▶ Exercise description
Extract all records. Keep each one exact.

▶ Data listing
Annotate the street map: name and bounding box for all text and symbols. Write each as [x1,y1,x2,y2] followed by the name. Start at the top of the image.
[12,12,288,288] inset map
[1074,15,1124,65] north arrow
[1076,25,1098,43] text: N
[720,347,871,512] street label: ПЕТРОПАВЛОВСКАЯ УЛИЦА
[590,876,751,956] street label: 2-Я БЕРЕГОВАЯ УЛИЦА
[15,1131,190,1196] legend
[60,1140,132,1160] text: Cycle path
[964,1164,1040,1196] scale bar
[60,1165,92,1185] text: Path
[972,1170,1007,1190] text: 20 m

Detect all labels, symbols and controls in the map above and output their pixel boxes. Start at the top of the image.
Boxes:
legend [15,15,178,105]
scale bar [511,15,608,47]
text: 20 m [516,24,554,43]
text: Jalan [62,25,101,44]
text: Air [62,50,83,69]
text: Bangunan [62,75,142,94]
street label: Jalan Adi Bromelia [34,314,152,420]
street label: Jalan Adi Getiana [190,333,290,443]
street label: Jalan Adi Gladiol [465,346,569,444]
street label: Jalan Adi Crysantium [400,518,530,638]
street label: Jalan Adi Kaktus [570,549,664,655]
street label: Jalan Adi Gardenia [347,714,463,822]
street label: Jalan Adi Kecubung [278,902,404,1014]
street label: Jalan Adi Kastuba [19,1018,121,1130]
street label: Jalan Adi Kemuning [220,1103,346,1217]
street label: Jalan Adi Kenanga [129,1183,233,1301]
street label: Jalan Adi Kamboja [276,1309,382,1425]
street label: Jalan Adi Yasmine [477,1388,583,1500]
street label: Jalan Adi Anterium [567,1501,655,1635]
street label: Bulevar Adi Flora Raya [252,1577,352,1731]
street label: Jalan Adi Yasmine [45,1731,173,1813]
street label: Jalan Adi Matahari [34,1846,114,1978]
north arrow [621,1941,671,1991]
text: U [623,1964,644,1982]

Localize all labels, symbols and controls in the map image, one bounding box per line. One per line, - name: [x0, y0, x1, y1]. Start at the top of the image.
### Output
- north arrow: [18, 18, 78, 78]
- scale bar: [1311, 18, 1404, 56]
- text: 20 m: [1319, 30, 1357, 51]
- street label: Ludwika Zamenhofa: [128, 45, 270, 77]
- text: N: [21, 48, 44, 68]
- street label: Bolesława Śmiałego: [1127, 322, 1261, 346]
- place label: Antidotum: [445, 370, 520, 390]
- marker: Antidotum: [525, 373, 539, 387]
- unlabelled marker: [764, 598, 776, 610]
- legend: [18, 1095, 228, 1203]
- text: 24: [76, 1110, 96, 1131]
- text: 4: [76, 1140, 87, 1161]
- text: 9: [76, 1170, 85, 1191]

▶ Result of the task
Annotate the street map: name and bounding box for all text and symbols. Write each as [x1,y1,x2,y2] followed by the name. Start at the top of the image.
[12,12,288,288] inset map
[1074,15,1124,65] north arrow
[1076,25,1098,43] text: N
[720,347,871,512] street label: ПЕТРОПАВЛОВСКАЯ УЛИЦА
[590,876,751,956] street label: 2-Я БЕРЕГОВАЯ УЛИЦА
[15,1131,190,1196] legend
[60,1140,132,1160] text: Cycle path
[964,1164,1040,1196] scale bar
[60,1165,92,1185] text: Path
[972,1170,1007,1190] text: 20 m

Detect all labels, symbols and controls in the map above and output their pixel boxes. Start at the top of the image.
Boxes:
legend [15,15,178,105]
scale bar [511,15,608,47]
text: 20 m [516,24,554,43]
text: Jalan [62,25,101,44]
text: Air [62,50,83,69]
text: Bangunan [62,75,142,94]
street label: Jalan Adi Bromelia [34,314,152,420]
street label: Jalan Adi Getiana [190,333,290,443]
street label: Jalan Adi Gladiol [465,346,569,444]
street label: Jalan Adi Crysantium [400,518,530,638]
street label: Jalan Adi Kaktus [570,549,664,655]
street label: Jalan Adi Gardenia [347,714,463,822]
street label: Jalan Adi Kecubung [278,902,404,1014]
street label: Jalan Adi Kastuba [19,1018,121,1130]
street label: Jalan Adi Kemuning [220,1103,346,1217]
street label: Jalan Adi Kenanga [129,1183,233,1301]
street label: Jalan Adi Kamboja [276,1309,382,1425]
street label: Jalan Adi Yasmine [477,1388,583,1500]
street label: Jalan Adi Anterium [567,1501,655,1635]
street label: Bulevar Adi Flora Raya [252,1577,352,1731]
street label: Jalan Adi Yasmine [45,1731,173,1813]
street label: Jalan Adi Matahari [34,1846,114,1978]
north arrow [621,1941,671,1991]
text: U [623,1964,644,1982]

Localize all labels, symbols and controls in the map image, one bounding box per line. One per line, - name: [x0, y0, x1, y1]. Start at the top of the image.
### Output
- north arrow: [18, 18, 78, 78]
- scale bar: [1311, 18, 1404, 56]
- text: 20 m: [1319, 30, 1357, 51]
- street label: Ludwika Zamenhofa: [128, 45, 270, 77]
- text: N: [21, 48, 44, 68]
- street label: Bolesława Śmiałego: [1127, 322, 1261, 346]
- place label: Antidotum: [445, 370, 520, 390]
- marker: Antidotum: [525, 373, 539, 387]
- unlabelled marker: [764, 598, 776, 610]
- legend: [18, 1095, 228, 1203]
- text: 24: [76, 1110, 96, 1131]
- text: 4: [76, 1140, 87, 1161]
- text: 9: [76, 1170, 85, 1191]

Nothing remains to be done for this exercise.